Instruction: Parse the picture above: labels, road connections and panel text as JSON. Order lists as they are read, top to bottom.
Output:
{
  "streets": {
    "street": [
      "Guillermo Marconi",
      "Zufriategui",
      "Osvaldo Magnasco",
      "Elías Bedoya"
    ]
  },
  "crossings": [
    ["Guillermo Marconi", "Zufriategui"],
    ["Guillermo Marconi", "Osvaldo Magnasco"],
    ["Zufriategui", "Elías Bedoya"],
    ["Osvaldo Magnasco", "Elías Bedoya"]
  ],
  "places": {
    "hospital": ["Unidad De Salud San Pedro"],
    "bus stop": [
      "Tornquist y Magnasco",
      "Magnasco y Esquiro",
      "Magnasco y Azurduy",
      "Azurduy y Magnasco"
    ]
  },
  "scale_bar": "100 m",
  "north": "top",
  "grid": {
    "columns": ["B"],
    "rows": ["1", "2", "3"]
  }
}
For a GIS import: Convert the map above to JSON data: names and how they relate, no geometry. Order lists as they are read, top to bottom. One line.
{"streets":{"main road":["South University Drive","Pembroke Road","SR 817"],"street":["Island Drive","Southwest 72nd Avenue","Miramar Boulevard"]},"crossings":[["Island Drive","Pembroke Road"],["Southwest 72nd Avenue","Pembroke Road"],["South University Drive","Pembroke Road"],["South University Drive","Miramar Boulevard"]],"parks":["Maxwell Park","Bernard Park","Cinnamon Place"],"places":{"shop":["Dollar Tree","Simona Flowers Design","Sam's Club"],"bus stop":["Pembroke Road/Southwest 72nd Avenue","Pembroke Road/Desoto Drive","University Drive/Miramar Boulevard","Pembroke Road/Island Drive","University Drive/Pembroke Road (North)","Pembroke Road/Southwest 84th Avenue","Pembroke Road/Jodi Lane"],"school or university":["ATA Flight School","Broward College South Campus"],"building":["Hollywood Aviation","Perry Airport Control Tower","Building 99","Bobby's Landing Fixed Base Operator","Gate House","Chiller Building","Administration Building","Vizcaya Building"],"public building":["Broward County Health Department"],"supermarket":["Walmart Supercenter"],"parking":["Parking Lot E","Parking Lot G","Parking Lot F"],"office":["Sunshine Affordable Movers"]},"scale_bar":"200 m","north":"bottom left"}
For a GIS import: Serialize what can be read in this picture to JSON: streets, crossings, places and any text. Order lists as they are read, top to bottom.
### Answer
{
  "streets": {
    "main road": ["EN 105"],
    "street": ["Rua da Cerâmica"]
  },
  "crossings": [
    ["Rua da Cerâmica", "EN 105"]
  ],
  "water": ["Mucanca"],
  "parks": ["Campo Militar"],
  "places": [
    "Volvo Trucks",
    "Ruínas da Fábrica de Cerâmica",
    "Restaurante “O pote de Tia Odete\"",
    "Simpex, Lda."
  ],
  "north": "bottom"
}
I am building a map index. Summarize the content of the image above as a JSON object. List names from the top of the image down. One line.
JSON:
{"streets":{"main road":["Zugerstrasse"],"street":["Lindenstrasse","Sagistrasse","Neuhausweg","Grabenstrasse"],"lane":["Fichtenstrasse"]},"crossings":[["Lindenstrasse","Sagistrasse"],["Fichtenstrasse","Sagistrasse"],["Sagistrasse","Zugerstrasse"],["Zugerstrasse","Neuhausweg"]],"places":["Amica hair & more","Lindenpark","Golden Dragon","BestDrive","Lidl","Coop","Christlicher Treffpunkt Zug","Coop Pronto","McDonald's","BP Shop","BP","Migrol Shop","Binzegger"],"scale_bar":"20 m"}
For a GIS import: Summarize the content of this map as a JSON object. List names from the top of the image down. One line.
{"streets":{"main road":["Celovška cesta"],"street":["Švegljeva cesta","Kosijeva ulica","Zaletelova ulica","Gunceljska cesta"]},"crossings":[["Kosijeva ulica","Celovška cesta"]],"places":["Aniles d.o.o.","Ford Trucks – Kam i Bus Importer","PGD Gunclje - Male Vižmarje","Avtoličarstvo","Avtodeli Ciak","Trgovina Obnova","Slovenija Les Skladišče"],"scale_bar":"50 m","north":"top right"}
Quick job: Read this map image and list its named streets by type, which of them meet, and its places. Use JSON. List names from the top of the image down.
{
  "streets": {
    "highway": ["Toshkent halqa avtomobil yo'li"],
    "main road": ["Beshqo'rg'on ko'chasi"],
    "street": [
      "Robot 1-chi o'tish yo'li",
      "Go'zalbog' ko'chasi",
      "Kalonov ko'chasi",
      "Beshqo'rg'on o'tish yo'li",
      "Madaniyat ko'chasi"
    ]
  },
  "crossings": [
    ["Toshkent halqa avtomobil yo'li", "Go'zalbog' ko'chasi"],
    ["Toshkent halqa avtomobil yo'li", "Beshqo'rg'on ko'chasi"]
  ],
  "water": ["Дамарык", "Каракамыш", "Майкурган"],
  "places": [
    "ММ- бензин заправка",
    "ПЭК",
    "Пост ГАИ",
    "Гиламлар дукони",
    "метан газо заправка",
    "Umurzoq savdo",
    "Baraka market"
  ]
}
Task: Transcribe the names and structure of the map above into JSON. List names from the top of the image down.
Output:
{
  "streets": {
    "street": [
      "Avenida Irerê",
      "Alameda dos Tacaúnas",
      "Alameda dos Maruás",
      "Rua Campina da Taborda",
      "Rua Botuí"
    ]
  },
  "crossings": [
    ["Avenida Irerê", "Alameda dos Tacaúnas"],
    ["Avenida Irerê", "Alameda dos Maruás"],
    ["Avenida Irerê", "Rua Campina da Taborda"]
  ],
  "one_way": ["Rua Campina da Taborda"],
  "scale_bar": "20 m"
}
+===+
**What you are asked to do**: Search term "picture": return each line of the data that contains it.

**Expected answer**:
Instruction: Parse the picture above: labels, road connections and panel text as JSON. Order lists as they are read, top to bottom.
For a GIS import: Serialize what can be read in this picture to JSON: streets, crossings, places and any text. Order lists as they are read, top to bottom.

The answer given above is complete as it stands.